[HN Gopher] American flag sort
       ___________________________________________________________________
        
       American flag sort
        
       Author : zerojames
       Score  : 239 points
       Date   : 2024-04-23 23:26 UTC (23 hours ago)
        
 (HTM) web link (xlinux.nist.gov)
 (TXT) w3m dump (xlinux.nist.gov)
        
       | muti wrote:
       | Visualisation https://www.youtube.com/watch?v=k1XkZ5ANO64
       | 
       | Wikipedia page https://en.wikipedia.org/wiki/American_flag_sort
        
         | AnarchismIsCool wrote:
         | Looks more like anarchist flag sort...
        
           | codetrotter wrote:
           | I'll take your word for it, AnarchismIsCool ;)
        
         | aaron695 wrote:
         | > Visualisation https://www.youtube.com/watch?v=k1XkZ5ANO64
         | 
         | OT: I quite liked the follow up video Youtube suggested -
         | 
         | Sorting algorithms to relax/study to -
         | https://www.youtube.com/watch?v=vr5dCRHAgb0
        
         | peterleiser wrote:
         | The next video that came up for me was "sorting algorithms to
         | relax/study to": https://www.youtube.com/watch?v=vr5dCRHAgb0
         | 
         | I'm almost embarrassed by how long I've watched it!
        
         | knodi123 wrote:
         | No offense, but I don't think that visualization helps very
         | much.
         | 
         | Here's a visualization of a much larger data set that
         | illustrates what's actually happening with the buckets and the
         | major steps.
         | 
         | https://www.youtube.com/watch?v=21jEd1FUiV8
        
           | fourteenfour wrote:
           | Thanks, this one makes the stripe pattern much more apparent.
        
       | tomphoolery wrote:
       | Freedom Sort.
        
         | tomschlick wrote:
         | Cue the Team America theme song
        
           | mcfedr wrote:
           | That is basically what I hear in my head everytime I see that
           | flag
        
         | tantalor wrote:
         | For democracy!
        
           | seattle_spring wrote:
           | I'm doing my part!
        
             | __d wrote:
             | would you like to know more?
        
         | tom_ wrote:
         | If you disagree, see the first amendment!
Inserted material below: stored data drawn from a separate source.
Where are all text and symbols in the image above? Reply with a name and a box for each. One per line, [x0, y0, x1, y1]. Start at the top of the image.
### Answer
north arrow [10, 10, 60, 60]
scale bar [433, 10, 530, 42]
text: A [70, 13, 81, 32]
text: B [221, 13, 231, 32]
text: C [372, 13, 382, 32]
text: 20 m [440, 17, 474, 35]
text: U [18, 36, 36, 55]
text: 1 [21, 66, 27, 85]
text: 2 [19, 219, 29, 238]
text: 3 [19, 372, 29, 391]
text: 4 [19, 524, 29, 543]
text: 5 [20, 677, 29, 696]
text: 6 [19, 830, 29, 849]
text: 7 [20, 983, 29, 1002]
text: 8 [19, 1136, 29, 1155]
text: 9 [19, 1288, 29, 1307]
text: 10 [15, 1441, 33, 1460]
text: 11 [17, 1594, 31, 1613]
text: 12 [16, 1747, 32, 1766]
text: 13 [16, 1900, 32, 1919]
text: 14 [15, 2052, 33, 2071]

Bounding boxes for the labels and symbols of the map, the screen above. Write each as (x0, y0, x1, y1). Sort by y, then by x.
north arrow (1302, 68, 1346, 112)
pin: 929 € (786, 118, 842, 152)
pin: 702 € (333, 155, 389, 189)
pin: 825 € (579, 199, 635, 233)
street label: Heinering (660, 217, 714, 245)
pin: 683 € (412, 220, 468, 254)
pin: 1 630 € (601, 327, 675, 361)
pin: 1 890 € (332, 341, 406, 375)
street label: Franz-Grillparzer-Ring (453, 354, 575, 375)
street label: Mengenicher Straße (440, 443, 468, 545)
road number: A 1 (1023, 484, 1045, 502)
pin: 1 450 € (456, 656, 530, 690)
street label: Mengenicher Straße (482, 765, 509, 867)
If you still
         | disagree, see the second amendment!
        
           | mondobe wrote:
           | And if you STILL disagree, see the third amendment! If you're
           | a soldier, in my house, I guess.
        
       | karmakaze wrote:
       | At first I didn't think I'd be interested.
       | 
       | > Using some efficiency techniques, it is twice as fast as
       | quicksort for large sets of strings.
        
         | hinkley wrote:
         | I'm not calling it flag sort.
         | 
         | It's an in-place bucket sort which is interesting.
        
           | wodenokoto wrote:
           | From Wikipedia[1]:
           | 
           | > The name American flag sort comes by analogy with the Dutch
           | national flag problem[2] in the last step: efficiently
           | partition the array into many "stripes".
           | 
           | [1] https://en.m.wikipedia.org/wiki/American_flag_sort
           | 
           | [2]
           | https://en.m.wikipedia.org/wiki/Dutch_national_flag_problem
        
             | hinkley wrote:
             | I read this rationale before I made my comment.
        
             | kleiba wrote:
             | _> From Wikipedia[1]:_
             | 
             | ...or from the very article itself...
        
           | remram wrote:
           | Or _in-place radix sort_ maybe.
           | 
           | I agree with you, the name is ridiculous, reminds me of
           | _miracle sort_ or _intelligent design sort_ : https://www.dan
           | germouse.net/esoteric/intelligentdesignsort.h...
           | 
           | Probably those two flag sort algorithms were named before the
           | joke algorithms were popularily known.
        
         | thefifthsetpin wrote:
         | Quicksort isn't great when comparing two items is expensive.
        
       | owlninja wrote:
       | The 'more information' site linked on the page seems like
       | something some HN folk love.
       | 
       | https://www.workmall.com/flags/united_states_flag.html
        
       | defrost wrote:
       | There's a Peter M. McIlroy as well!?!
       | 
       | All this time and I thought it was just Doug, I'm _guessing_
       | Peter might be the son of the father of pipe?
        
         | icsa wrote:
         | Yes. He is a software engineer in Seattle.
        
       | jdeisenberg wrote:
       | Wondering how this sort would perform with Unicode input (given
       | 256 buckets); specifically what the results would look like.
        
         | bawolff wrote:
         | Presumably it would be fine, since unicode input is still a
         | string of bytes at the end of the day.
        
           | nanidin wrote:
           | It says it sorts one byte at a time. I think this would break
           | for anything not utf-8.
        
             | ts4z wrote:
             | Seems like it should work for arbitrary byte strings (any
             | charset, any encoding)but obviously the performance
             | characteristics will differ because of non-uniform
             | distribution. But that happens even in ASCII.
        
             | brirec wrote:
             | This would even break UTF-8, since multi-byte characters
             | are a thing!
        
               | dumbo-octopus wrote:
               | How would that break anything? The strings aren't being
               | split.
        
               | EmilyHughes wrote:
               | UTF-8 is downward compatible to ASCII, so anything that
               | is just a standard character (like every character in
               | this comment) is just a byte.
        
               | ursusmaritimus wrote:
               | Lexicographic encoding of UTF-8 byte sequences matches
               | lexicographic order of the sequence of Unicode code-
               | points. So you can sort UTF-8 strings as byte strings.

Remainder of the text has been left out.